Introduction to DirectX 12 Graphics Engine : Part 1
Over time, many game engines have evolved into complex systems with numerous components such as physics, audio, graphics, input, AI, networking, and more. As a result, it has become incredibly difficult for newcomers to dive into this area and gain experience. They are often intimidated by C++, millions of lines of code, and the overwhelming debugging processes typically involved in development.
Graphics engines extend beyond games. They’re widely used in animations (like Disney and Pixar), AI/VR frameworks (e.g., Nvidia Omniverse), and scientific visualizations (e.g., the Visualization Toolkit). To create virtual worlds that feel realistic, several components, APIs, and libraries come together to form what is known as a Graphics or Rendering Engine.
In this article, I will provide a basic overview of some key features of DirectX 12 for rendering. This is useful for beginners wanting to learn the API as well as those familiar with other graphics APIs who need to delve into Microsoft’s native API.
You can watch the demonstration of the engine I will be ofter refering to on YouTube and find the source code on github.
Graphics APIs
OpenGL, Vulkan, Metal, Direct3D, and native PS4/5 interfaces are all considered Graphics APIs. Technically, they aren’t just APIs; they are dynamic libraries (.dll / .so) installed on your device allowing any application to call a function or access a class from the API to draw anything on the screen.
Here are some of the most popular APIs for Nvidia graphics cards for Windows:
DirectX
- DirectX 9
nvumdshim.dll
for user-mode driver shim layer. - DirectX 10/11
nvd3dum.dll
(32-bit user-mode driver) andnvd3dumx.dll
(64-bit user-mode driver) - DirectX 12
nvldumdx.dll
(generic user-mode driver for DirectX 10 and above, including DirectX 12)
Vulkan
- 32-bit systems:
nvoglv32.dll
- 64-bit systems:
nvoglv64.dll
These DLLs are used to handle Vulkan API calls.
OpenGL
- 32-bit systems:
nvoglv32.dll
- 64-bit systems:
nvoglv64.dll
The Vulkan and OpenGL files are similarly named because Nvidia often uses the same driver to handle both APIs.
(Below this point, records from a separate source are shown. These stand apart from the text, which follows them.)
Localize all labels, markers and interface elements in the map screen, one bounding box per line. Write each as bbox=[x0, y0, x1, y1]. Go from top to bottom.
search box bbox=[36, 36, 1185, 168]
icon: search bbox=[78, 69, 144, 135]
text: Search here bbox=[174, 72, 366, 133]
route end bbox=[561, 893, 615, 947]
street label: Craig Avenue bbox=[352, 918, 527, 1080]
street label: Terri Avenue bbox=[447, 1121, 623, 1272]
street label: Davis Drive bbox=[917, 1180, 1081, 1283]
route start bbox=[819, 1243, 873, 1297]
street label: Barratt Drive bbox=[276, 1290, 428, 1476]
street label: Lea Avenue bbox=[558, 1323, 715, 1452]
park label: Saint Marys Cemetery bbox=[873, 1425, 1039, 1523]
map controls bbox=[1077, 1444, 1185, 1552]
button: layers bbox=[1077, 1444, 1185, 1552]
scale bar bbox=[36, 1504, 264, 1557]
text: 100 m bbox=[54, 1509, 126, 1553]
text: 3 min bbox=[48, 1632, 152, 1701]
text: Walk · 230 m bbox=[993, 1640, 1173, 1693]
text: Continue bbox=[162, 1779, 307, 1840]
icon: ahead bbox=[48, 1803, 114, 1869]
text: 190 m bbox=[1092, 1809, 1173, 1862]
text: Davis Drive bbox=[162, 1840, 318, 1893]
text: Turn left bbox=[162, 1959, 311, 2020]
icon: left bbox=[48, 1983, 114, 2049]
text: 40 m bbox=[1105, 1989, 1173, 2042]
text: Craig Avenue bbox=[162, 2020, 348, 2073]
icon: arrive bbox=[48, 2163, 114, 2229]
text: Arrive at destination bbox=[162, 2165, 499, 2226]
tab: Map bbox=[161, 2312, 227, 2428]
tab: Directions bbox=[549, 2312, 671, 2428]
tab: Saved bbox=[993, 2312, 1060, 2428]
Direct3D 12 and Vulkan both considered very complex APIs that share a lot of concepts. You can even find article highlighting that.
However, with this complexity comes great responsibility.
In both of these APIs, you must manually control synchronization between command executions, precompile root signatures and pipeline states, and manage resources and descriptors with fine-grained control to optimize memory usage.
In contrast, OpenGL and DirectX 11 simplify much of this process by abstracting away the complexity, although they only allow single-threaded execution on the GPU.
Operating system interface
Before starting, we must consider which operating system the engine will run on, as different systems (Linux, Windows, MacOS) have different interfaces, functions, and libraries for creating windows and managing rendering contexts.
There are two main approaches:
- Using libraries like GLFW: This abstracts the differences between operating systems, allowing the same code to work on any platform supported by the library.
- Native API calls: This involves directly using Windows or Linux APIs, sacrificing portability but offering greater control.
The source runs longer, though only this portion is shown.